Implement version-specific default chunk and shard sizes in iohub utils#403
srivarra merged 5 commits intomainfrom
feat/sharding_in_utils

Conversation

@ieivanov
Copy link
Copy Markdown
Contributor

@ieivanov ieivanov commented Apr 22, 2026

Closes #401.

What this changes

Version-specific chunk and shard defaults for iohub.ngff.utils.create_empty_plate, plus the test coverage to pin them down.

src/iohub/ngff/utils.py

  • v0.5 (Zarr v3): default chunks = (1, 1, 16, 256, 256) clamped to shape; default shards_ratio yields a shard of (1, 1, Z, Y, X) — one shard per (T, C) slot, per the DCA spec referenced in Set version-specific default chunk and shard sizes in create_empty_plate #401.
  • v0.4 (Zarr v2): default chunks = (1, 1, Z, Y, X) with Z halved until the single-chunk byte size fits under _V04_MAX_CHUNK_SIZE_BYTES (500 MB). No sharding, as Zarr v2 has no sharding codec.
  • Extracted the branching into _default_chunks(shape, dtype, version) and _default_shards_ratio(shape, chunks) helpers, and promoted the two tunables to module-level constants _V05_DEFAULT_ZYX_CHUNKS and _V04_MAX_CHUNK_SIZE_BYTES.
  • Removed the max_chunk_size_bytes parameter from create_empty_plate; the 500 MB cap is now the module-level constant _V04_MAX_CHUNK_SIZE_BYTES and applies only to v0.4 chunks (v0.5 chunks are driven by the DCA spec, not a byte cap).
  • Updated the docstring to describe the version-specific defaults.

Breaking change?

Technically yes, but low blast radius. create_empty_plate(..., max_chunk_size_bytes=...) is no longer accepted — callers who passed it by keyword will get a TypeError. I confirmed that waveorder and biahub — the two primary downstream consumers of this function — never set the parameter explicitly, so this change is a no-op for them. No other in-tree callers pass it either (grep -R max_chunk_size_bytes in iohub turns up no hits outside utils.py).

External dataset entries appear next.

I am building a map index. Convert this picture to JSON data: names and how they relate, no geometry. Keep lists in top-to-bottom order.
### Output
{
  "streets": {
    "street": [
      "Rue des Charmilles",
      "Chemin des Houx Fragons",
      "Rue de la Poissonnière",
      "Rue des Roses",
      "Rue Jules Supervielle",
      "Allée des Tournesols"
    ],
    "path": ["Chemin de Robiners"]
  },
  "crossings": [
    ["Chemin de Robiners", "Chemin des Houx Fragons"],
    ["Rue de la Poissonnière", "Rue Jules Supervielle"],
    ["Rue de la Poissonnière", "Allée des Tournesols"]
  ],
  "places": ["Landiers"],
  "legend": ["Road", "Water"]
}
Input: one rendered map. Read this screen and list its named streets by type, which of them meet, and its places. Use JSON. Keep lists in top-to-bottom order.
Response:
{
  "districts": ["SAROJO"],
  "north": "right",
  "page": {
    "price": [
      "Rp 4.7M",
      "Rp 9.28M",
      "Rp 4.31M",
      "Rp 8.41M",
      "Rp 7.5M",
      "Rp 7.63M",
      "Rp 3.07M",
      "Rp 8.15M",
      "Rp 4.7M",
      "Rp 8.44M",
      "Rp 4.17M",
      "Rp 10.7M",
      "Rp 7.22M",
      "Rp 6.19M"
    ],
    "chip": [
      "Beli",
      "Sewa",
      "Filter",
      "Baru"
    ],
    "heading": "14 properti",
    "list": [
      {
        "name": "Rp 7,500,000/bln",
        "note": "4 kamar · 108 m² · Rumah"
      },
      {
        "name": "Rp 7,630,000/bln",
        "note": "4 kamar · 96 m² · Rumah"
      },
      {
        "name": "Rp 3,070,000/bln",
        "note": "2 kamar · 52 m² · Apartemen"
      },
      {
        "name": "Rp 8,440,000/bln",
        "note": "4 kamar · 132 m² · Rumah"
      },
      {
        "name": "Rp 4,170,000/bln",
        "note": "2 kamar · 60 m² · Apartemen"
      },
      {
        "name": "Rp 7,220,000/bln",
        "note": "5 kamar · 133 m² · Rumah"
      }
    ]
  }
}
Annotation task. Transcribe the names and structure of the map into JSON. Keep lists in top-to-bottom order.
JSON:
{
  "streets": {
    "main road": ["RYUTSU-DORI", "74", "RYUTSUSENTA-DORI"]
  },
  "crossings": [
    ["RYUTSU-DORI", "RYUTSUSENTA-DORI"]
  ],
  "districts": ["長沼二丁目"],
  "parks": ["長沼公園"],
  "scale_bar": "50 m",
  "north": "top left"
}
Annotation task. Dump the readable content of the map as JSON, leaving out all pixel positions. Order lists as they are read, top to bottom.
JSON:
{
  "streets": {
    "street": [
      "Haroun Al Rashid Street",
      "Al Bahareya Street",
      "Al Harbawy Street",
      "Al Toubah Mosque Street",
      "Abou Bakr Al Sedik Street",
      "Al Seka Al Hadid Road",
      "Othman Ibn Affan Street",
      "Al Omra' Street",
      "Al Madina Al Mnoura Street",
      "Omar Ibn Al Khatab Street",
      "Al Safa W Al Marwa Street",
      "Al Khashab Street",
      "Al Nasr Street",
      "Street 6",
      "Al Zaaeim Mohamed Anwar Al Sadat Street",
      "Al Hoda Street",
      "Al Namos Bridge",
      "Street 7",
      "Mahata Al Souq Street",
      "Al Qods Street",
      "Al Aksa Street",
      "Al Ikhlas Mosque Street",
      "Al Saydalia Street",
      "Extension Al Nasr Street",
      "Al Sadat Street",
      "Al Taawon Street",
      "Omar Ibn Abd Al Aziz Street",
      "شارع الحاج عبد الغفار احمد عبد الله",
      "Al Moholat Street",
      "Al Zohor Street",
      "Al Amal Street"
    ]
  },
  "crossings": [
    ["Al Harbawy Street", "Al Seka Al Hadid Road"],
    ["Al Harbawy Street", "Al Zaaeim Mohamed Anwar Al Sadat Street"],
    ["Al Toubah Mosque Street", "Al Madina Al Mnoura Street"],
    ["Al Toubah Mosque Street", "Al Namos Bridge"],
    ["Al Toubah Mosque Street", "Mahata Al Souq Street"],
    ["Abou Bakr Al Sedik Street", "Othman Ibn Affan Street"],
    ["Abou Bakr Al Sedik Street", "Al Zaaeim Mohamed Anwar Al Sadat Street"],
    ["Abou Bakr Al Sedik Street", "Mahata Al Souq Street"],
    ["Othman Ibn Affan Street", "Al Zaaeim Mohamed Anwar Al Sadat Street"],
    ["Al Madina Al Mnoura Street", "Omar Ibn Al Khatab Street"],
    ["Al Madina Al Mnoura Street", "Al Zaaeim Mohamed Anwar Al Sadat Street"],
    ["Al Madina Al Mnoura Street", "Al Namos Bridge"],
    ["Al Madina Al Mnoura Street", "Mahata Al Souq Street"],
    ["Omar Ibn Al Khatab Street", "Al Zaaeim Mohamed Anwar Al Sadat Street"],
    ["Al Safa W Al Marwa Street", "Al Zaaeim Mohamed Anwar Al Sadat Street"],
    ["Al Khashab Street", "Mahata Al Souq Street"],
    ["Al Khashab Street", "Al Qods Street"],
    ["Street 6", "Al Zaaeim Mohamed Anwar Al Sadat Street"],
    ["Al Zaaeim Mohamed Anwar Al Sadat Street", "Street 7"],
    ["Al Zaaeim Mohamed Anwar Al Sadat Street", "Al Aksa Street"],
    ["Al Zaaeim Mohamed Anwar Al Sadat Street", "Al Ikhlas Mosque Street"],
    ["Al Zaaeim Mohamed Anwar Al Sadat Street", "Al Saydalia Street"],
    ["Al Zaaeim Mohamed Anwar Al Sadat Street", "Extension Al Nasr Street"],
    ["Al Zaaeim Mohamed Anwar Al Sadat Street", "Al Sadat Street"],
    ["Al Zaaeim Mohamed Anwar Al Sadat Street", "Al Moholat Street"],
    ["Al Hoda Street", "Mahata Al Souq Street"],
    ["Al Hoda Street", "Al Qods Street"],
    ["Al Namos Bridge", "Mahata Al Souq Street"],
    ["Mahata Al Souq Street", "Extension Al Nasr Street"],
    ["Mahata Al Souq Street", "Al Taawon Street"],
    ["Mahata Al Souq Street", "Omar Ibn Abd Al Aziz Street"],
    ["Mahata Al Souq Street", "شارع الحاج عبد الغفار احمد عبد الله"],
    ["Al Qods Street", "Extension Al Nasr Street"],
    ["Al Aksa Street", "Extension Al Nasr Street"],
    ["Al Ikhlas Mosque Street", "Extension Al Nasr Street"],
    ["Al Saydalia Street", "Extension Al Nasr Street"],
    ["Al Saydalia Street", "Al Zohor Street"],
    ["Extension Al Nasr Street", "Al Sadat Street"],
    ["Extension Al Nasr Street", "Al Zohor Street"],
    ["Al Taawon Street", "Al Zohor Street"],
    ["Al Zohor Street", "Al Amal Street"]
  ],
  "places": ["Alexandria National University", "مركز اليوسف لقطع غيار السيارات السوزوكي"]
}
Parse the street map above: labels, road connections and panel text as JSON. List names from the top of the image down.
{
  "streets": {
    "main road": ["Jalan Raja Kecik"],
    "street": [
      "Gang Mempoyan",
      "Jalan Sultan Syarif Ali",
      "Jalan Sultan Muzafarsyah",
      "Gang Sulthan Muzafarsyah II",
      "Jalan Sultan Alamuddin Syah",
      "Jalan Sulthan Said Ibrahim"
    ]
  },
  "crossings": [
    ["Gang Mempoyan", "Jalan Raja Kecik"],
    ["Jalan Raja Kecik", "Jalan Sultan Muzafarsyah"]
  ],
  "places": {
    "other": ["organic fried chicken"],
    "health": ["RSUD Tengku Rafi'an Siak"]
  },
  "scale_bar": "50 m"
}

If we want to be strict about API stability we can keep max_chunk_size_bytes as a deprecated passthrough that overrides the constant for v0.4, but given the known downstream callsites don't touch it, removing it is cleaner.

tests/ngff/test_ngff_utils.py

Added explicit tests that pin the defaults so regressions fail deterministically instead of depending on which examples hypothesis happens to draw:

  • test_v05_default_chunks (parametrized) — asserts the DCA-aligned chunk shape, clamped to each axis.
  • test_v05_default_shards_cover_zyx — one shard per (T, C) for divisible dims.
  • test_v05_default_shards_with_non_divisible_zyx — shard still covers Z/Y/X when they're not multiples of the chunk size.
  • test_v05_explicit_shards_ratio_is_honored — caller override wins.
  • test_v04_default_chunks_cover_full_zyx / test_v04_default_chunks_capped_by_byte_limit — full-ZYX chunks; Z halves when the chunk would exceed the byte cap.
  • test_v04_default_has_no_shardingarr.shards is None on v0.4.
  • test_v04_rejects_explicit_shards_ratio — raises on v0.4.
  • test_process_single_position_on_sharded_v05_store — end-to-end round-trip through the default-sharded v0.5 layout.
  • test_apply_transform_to_tczyx_on_multi_time_shard — direct oindex write with shard_t > 1. No xfail: if the write ever stops succeeding, this fires.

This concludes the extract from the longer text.